Leftwich authored Senate Joint Resolution 49, which would send to a vote of the people a proposal to raise the minimum wage in Oklahoma by 50 cents a year for five years, beginning January 1, 2007. SJR 49 provides that if the federal minimum wage is raised anytime between January 2007 and January 2011, then Oklahoma’s minimum wage would be either the amount voters approved through SJR 49 or the federal wage plus 50 cents, whichever is higher.
More than 40,000 Oklahoma workers were paid at or below the federal minimum wage in 2004, according to the U.S. Department of Labor.
The federal minimum wage was established in 1938 with the enactment of the Fair Labor Standards Act, creating a wage “floor” of 25 cents an hour. The law was intended to protect workers from exploitation and to establish a basic standard of reasonable compensation. But Congress has failed to raise the federal minimum wage since 1997, putting the nation on track to break its previous record of leaving the minimum wage stagnant for nine years during the 1980s.
Analysis from the Washington D.C.-based Economic Policy Institute (EPI) shows that inflation has eroded the value of the minimum wage until it is now worth just 33 percent of the average hourly wage of American workers, the lowest level since 1949, Leftwich noted. If the federal minimum wage had maintained its 1968 peak value, the current minimum wage would be $8.69 an hour, according to a study by the Institute on Assets and Social Policy at Brandeis University in Massachusetts.
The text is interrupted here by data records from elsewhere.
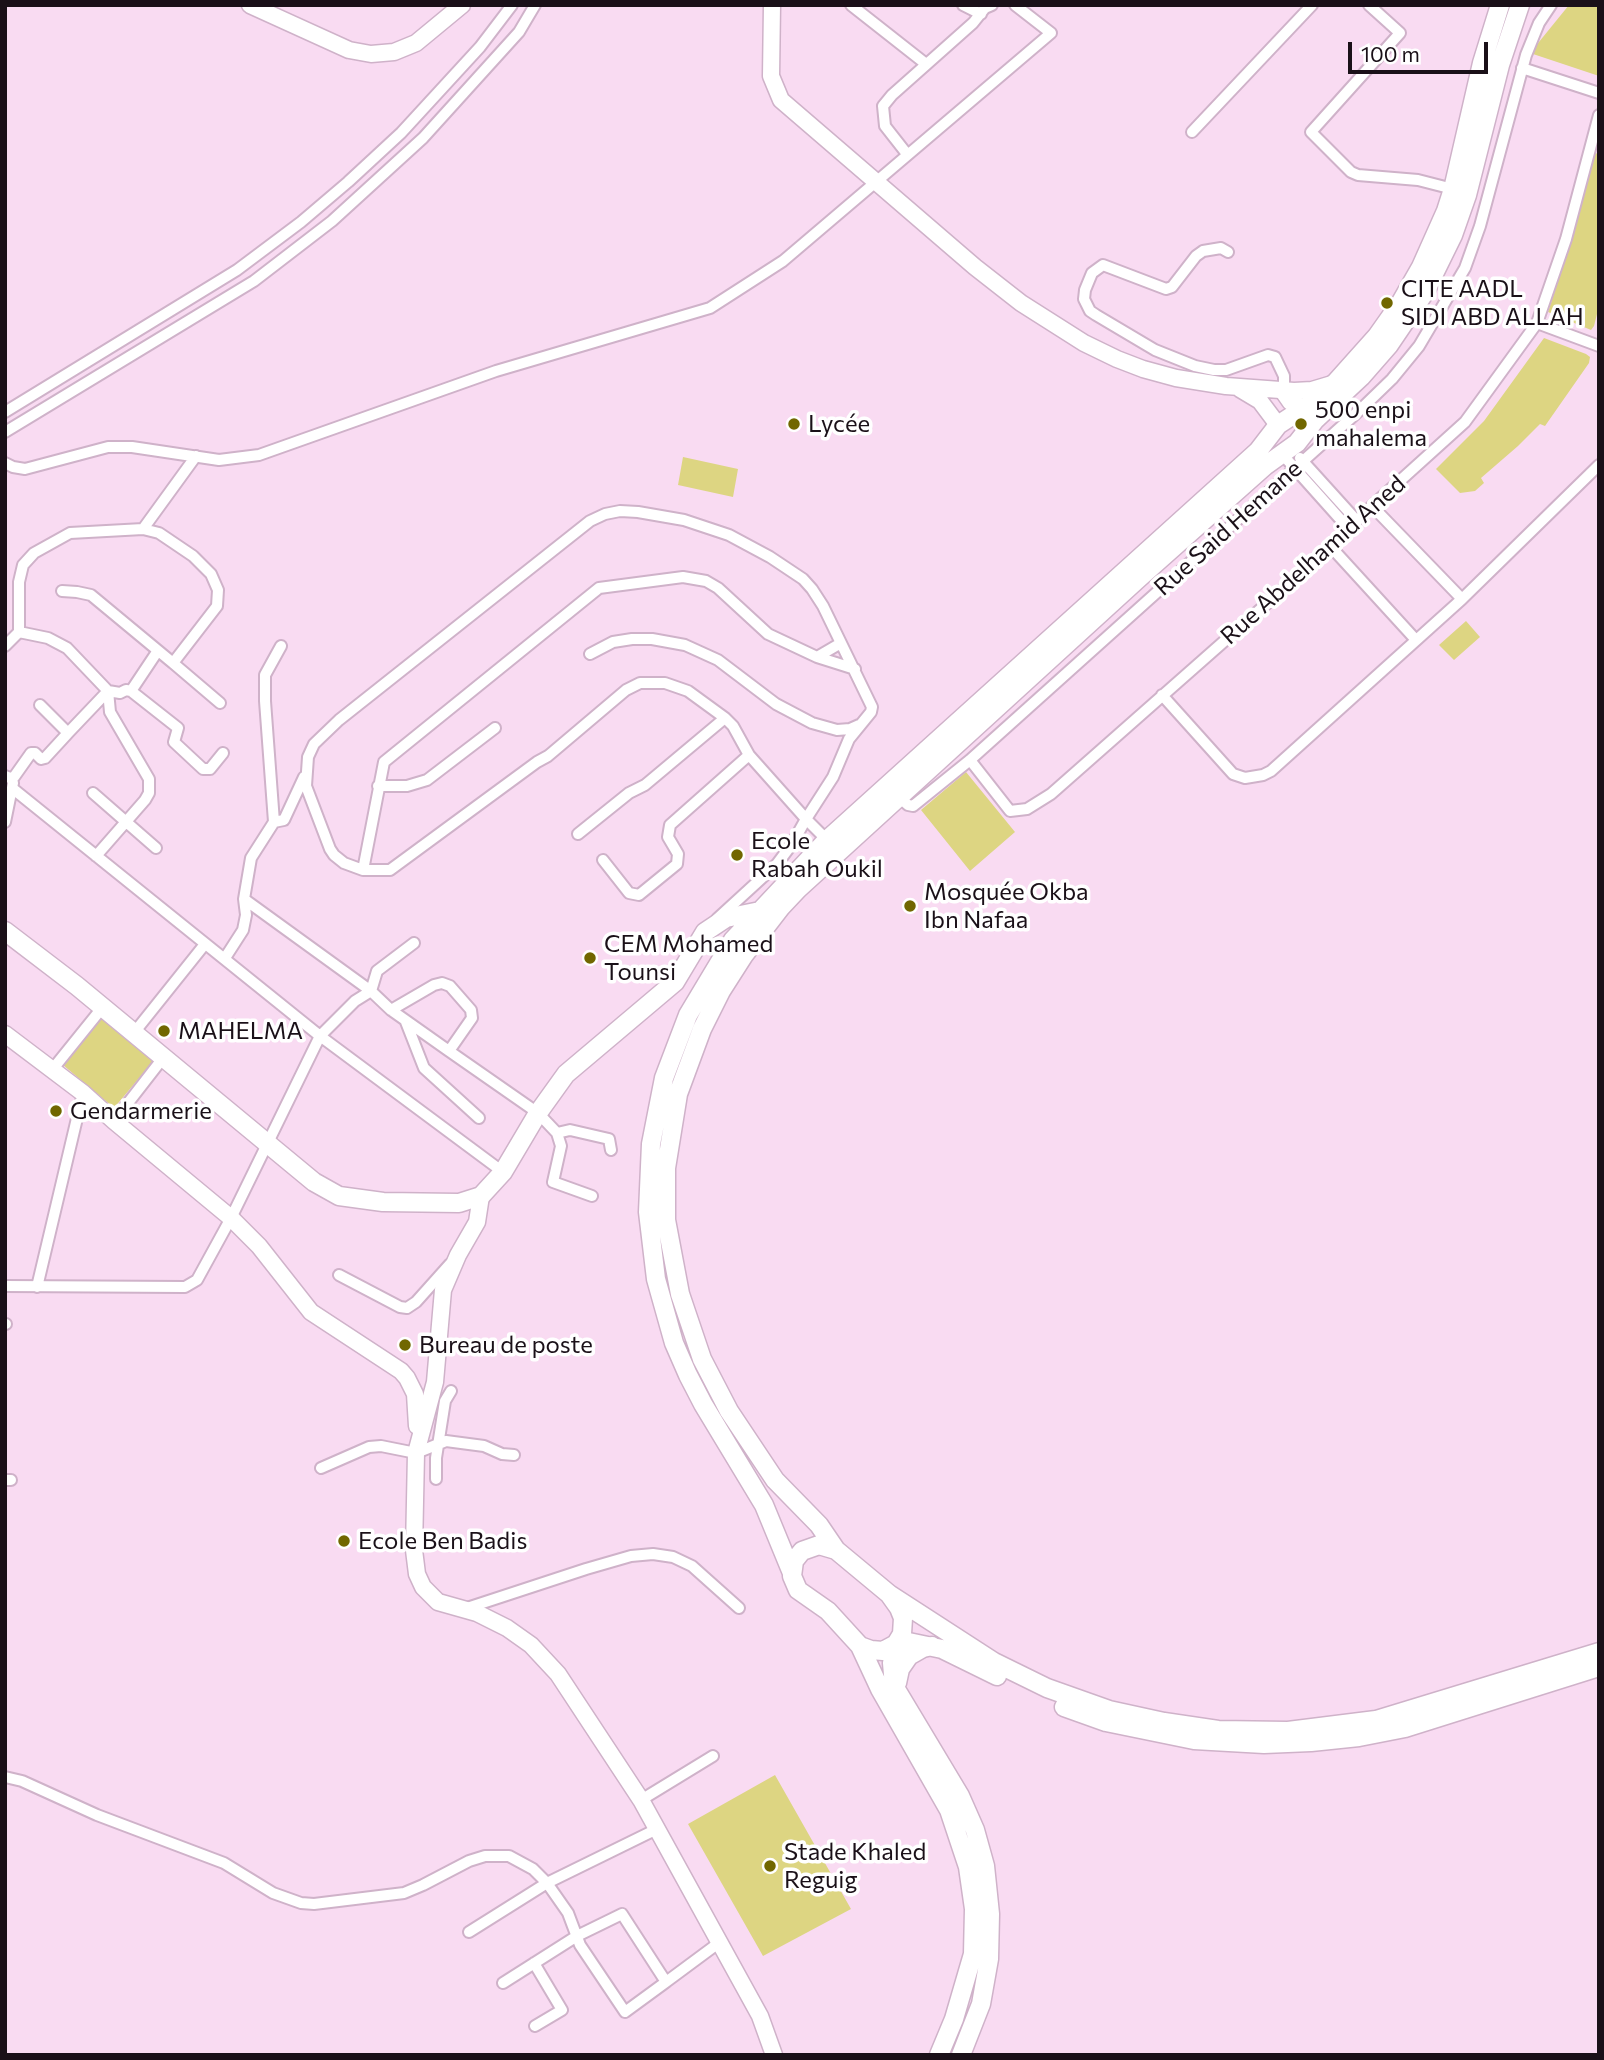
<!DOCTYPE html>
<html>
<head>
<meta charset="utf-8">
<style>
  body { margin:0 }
  #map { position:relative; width:1604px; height:2060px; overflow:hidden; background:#f9dbf2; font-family:Commissioner,sans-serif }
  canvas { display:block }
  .frame { position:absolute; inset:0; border:7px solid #1a1018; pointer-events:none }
  .scale { position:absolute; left:1348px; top:42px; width:140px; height:32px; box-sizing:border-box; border:4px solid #1a1018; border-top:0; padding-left:9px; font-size:21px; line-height:24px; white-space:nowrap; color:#1a1018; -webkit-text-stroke:5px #fff; paint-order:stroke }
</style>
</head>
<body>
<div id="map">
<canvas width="1604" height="2060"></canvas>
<div class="frame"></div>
<div class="scale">100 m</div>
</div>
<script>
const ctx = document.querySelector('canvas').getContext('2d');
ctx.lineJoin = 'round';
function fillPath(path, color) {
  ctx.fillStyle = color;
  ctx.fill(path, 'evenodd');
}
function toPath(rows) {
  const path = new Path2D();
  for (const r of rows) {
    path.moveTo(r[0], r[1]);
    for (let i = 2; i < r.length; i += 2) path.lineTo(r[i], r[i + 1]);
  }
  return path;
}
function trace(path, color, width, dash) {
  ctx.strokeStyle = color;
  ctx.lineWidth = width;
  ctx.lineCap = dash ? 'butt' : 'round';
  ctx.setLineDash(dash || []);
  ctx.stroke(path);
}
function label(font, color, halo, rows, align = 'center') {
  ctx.font = font + ' Commissioner,sans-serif';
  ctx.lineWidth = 7;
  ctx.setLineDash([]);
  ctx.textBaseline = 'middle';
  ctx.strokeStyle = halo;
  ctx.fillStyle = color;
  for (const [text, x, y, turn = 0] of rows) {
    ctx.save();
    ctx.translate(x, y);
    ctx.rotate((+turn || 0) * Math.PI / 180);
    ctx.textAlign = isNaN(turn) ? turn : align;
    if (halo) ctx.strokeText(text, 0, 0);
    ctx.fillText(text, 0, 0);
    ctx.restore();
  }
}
fillPath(toPath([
  [1569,5,1599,5,1599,76,1530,53],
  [1591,152,1599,154,1599,306,1594,326,1591,330,1548,312,1576,226,1592,159],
  [1544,338,1586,354,1590,357,1589,363,1545,426,1540,424,1518,446,1481,478,1484,483,1475,491,1460,493,1436,469,1484,421],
  [683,457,738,469,733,497,678,485],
  [1466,621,1480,637,1454,660,1439,645],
  [966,772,1015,832,970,871,921,810],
  [104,1015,156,1058,114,1108,63,1065],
  [775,1775,851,1909,763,1956,688,1824]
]), '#ddd582');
const street = toPath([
  [851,5,926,64],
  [963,5,981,14],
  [1369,5,1400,33,1311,132,1351,172,1358,175,1418,180,1453,189],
  [1522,68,1599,93],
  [1192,132,1312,5],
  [907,154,885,126,883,106,892,95,973,23,985,8,992,5],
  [1228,252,1221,248,1203,251,1196,256,1172,287,1166,289,1103,265,1092,273,1085,290,1084,299,1090,311,1096,315,1155,350,1195,366,1214,370,1226,370,1268,355,1275,357,1284,376,1284,391],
  [1537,323,1599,346],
  [5,412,237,270,301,222,348,182,401,133,480,47,512,5],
  [5,432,254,281,332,221,423,138,519,32,535,5],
  [1282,454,1349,529],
  [1300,458,1357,521],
  [5,463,13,467,25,469,108,447,132,447,219,460,259,455,496,371,710,308,783,261,1051,33,1015,5],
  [1372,506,1462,599],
  [143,529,196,456],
  [1331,547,1416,640],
  [19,632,48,638,67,648,108,691,110,712,149,779,149,793,145,800,96,856],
  [841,643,817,657,855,669],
  [5,646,19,632,19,582,23,565,34,553,70,533,143,529,159,533,193,556,211,574,218,590,217,606,173,663,91,595,77,592,62,591],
  [281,646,265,675,265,701,274,822,251,858,244,899,371,991,391,1010,434,985,442,983,450,986,471,1010,472,1018,449,1051,538,1113,557,1133,570,1130,609,1139,611,1150],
  [590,654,613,642,632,639,652,639,685,645,718,660,776,704,812,723,837,730,850,729,859,725],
  [173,663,220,703],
  [131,691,178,728,174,742,203,769,210,769,223,753],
  [1162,695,1233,774,1245,778,1263,775,1271,771,1462,599,1599,465],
  [40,705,68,733,108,691,120,693,126,690,131,691,157,652],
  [970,760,1010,811,1027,809,1051,794,1331,547,1372,506,1465,422,1537,323,1566,239,1599,115],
  [5,776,10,778,14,777,31,753,35,753,41,759,45,758,68,733],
  [378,786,407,786,427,780,495,728],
  [12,788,320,1036,503,1172],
  [93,793,156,848],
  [899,797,908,805,913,806,970,760,1361,409,1392,379,1419,346,1465,268,1480,226,1526,55,1539,23,1551,5],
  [5,822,13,783],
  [274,822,284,820,304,777],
  [578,834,629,793,645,785,725,718],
  [603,860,629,893,639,895,677,864,678,854,668,837,670,825,749,755],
  [363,870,384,762,599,588,683,577,706,581,718,588,768,634,817,657],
  [717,919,777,864,792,844,806,819,833,777,849,739,871,712,872,707,823,606,812,589,803,579,770,557,729,535,684,520,638,512,620,511,605,514,590,521,339,720,314,744,308,757,306,786,330,849,334,855,344,863,363,870,390,870,537,762,548,756,626,690,640,683,665,683,688,691,725,718,733,726,749,755,806,819,827,840],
  [225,958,243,930,246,915,244,899],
  [391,1010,449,1051],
  [406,1022,424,1068,479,1118],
  [133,1034,205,944],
  [52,1070,102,1008],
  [114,1121,163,1058],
  [557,1133,561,1146,553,1182,592,1196],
  [339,1275,400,1307,407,1308,416,1302,450,1264],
  [5,1286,185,1287,197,1280,231,1218,320,1036,355,1001,371,991,377,971,414,943],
  [37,1287,83,1093],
  [5,1324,6,1324],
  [321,1468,369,1447,381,1446,416,1453,446,1441,484,1446,502,1454,514,1455],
  [436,1479,436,1458,445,1401,451,1391],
  [5,1480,11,1480],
  [464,1609,586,1569,631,1556,653,1554,673,1557,692,1566,739,1608],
  [5,1777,22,1781,97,1815,224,1863,273,1893,301,1903,314,1904,404,1893,423,1885,469,1861,485,1856,509,1856,533,1869,547,1883,568,1913,580,1945,625,2012,666,1982],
  [641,1800,713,1756],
  [469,1932,547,1883,657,1829],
  [534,1963,562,2010,535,2026],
  [503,1983,577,1936,622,1914,666,1982,720,1942]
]);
const secondary = toPath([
  [250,5,349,50,371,54,394,52,416,43,462,5],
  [772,5,771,76,781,100,975,267,1021,303,1084,343,1117,359,1143,369,1176,378,1226,386,1294,391,1312,390,1332,384],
  [1240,389,1260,401,1278,425],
  [5,1034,83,1093,114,1121,231,1218,259,1246,311,1312,401,1371,407,1378,415,1394,417,1426],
  [481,1196,477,1222,458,1255,443,1290,435,1382,416,1453,414,1550,417,1574,423,1587,438,1602,477,1613,507,1628,531,1645,558,1674,641,1800,760,2016,774,2055]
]);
const primary = toPath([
  [1284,391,1291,401,1309,416],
  [5,931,77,986,314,1182,339,1196,383,1202,459,1203,481,1196,503,1172,538,1113,566,1074,675,982,705,932,726,918,760,911],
  [819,1545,836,1550,889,1594,899,1608,903,1618,902,1634,896,1644,883,1651,871,1650,860,1646,828,1611,798,1590,792,1576,794,1561,802,1551,819,1545],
  [836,1550,819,1525,775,1480,729,1411,702,1359,680,1294,666,1220,666,1168,678,1094,702,1029,721,991,744,955,781,907,798,889,1139,578,1265,466,1297,443,1315,420,1361,377,1389,345,1425,292,1453,235,1467,195,1500,65,1520,5],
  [792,1573,764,1505,703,1404,688,1375,674,1343,656,1279,648,1212,651,1144,664,1078,688,1015,733,940,827,840,1258,451,1278,425,1313,402,1335,383,1377,336,1401,302,1421,267,1446,211,1453,189,1482,63,1500,5],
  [889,1594,994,1662,1047,1688,1109,1710,1164,1722,1218,1730,1288,1731,1376,1720,1599,1652],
  [899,1640,942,1649,997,1676],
  [896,1644,892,1663,894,1686,960,1796,975,1830,985,1866,990,1914,989,1959,981,2004,961,2055],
  [860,1646,880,1689,949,1810,968,1867,974,1909,973,1954,954,2019,939,2055],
  [897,1683,900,1669,909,1656,923,1648,932,1646],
  [1064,1707,1106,1722,1194,1740,1264,1744,1311,1742,1359,1737,1405,1728,1599,1667]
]);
trace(street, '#cfb2c9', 14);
trace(secondary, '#cfb2c9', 19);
trace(primary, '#cfb2c9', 21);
trace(street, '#fff', 10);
trace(secondary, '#fff', 16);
trace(primary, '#fff', 18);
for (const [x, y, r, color] of [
  [1387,303,7,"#716700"],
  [794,424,7,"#716700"],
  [1301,424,7,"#716700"],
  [737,855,7,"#716700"],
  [910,906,7,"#716700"],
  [590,958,7,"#716700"],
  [164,1031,7,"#716700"],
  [56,1111,7,"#716700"],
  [405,1345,7,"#716700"],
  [344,1541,7,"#716700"],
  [770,1866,7,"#716700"]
]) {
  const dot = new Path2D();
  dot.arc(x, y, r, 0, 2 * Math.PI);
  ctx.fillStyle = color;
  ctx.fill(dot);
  trace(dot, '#fff', 2.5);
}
label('24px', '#1a1018', '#fff', [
  ["CITE AADL",1401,289],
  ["SIDI ABD ALLAH",1401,317],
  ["500 enpi",1315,410],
  ["mahalema",1315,438],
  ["Lycée",808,424],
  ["Ecole",751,841],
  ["Rabah Oukil",751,869],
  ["Mosquée Okba",924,892],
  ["Ibn Nafaa",924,920],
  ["CEM Mohamed",604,944],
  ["Tounsi",604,972],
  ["MAHELMA",178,1031],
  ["Gendarmerie",70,1111],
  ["Bureau de poste",419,1345],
  ["Ecole Ben Badis",358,1541],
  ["Stade Khaled",784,1852],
  ["Reguig",784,1880]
], 'left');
label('24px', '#1a1018', '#fff', [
  ["Rue Said Hemane",1228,528,-42],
  ["Rue Abdelhamid Aned",1313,560,-42]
]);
</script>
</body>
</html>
Seventeen states and the District of Columbia have chosen to set their state minimum wage at a level higher than the federal rate of $5.15 an hour. Florida and Nevada achieved minimum wage increases by means of a vote of the people, who supported the measure by overwhelming majorities. A Pew Research Center Poll shows that nationwide, 86 percent of those polled supported raising the federal minimum wage from $5.15 to $6.45 an hour.
A study EPI conducted in 1998 failed to show any systemic, significant job losses associated with the 1996-97 minimum wage increase; in fact, following the last increase the low-wage labor market performed better than it had in decades, with lower unemployment and increased family income, Leftwich said. The average minimum wage earner brings home more than half of his or her family’s weekly earnings, according to EPI.
“Throughout the history of the minimum wage, the voters – not Congress – have taken the lead in providing working families the opportunity to attain a reasonable standard of living and contribute to the state’s economy,” said Leftwich, noting that 16 states already had minimum wage laws on the books for up to 25 years before the federal minimum wage was established. “It’s time the people of Oklahoma were given the opportunity to tell us what they need.”
SJR 49 will next be considered by the full Senate.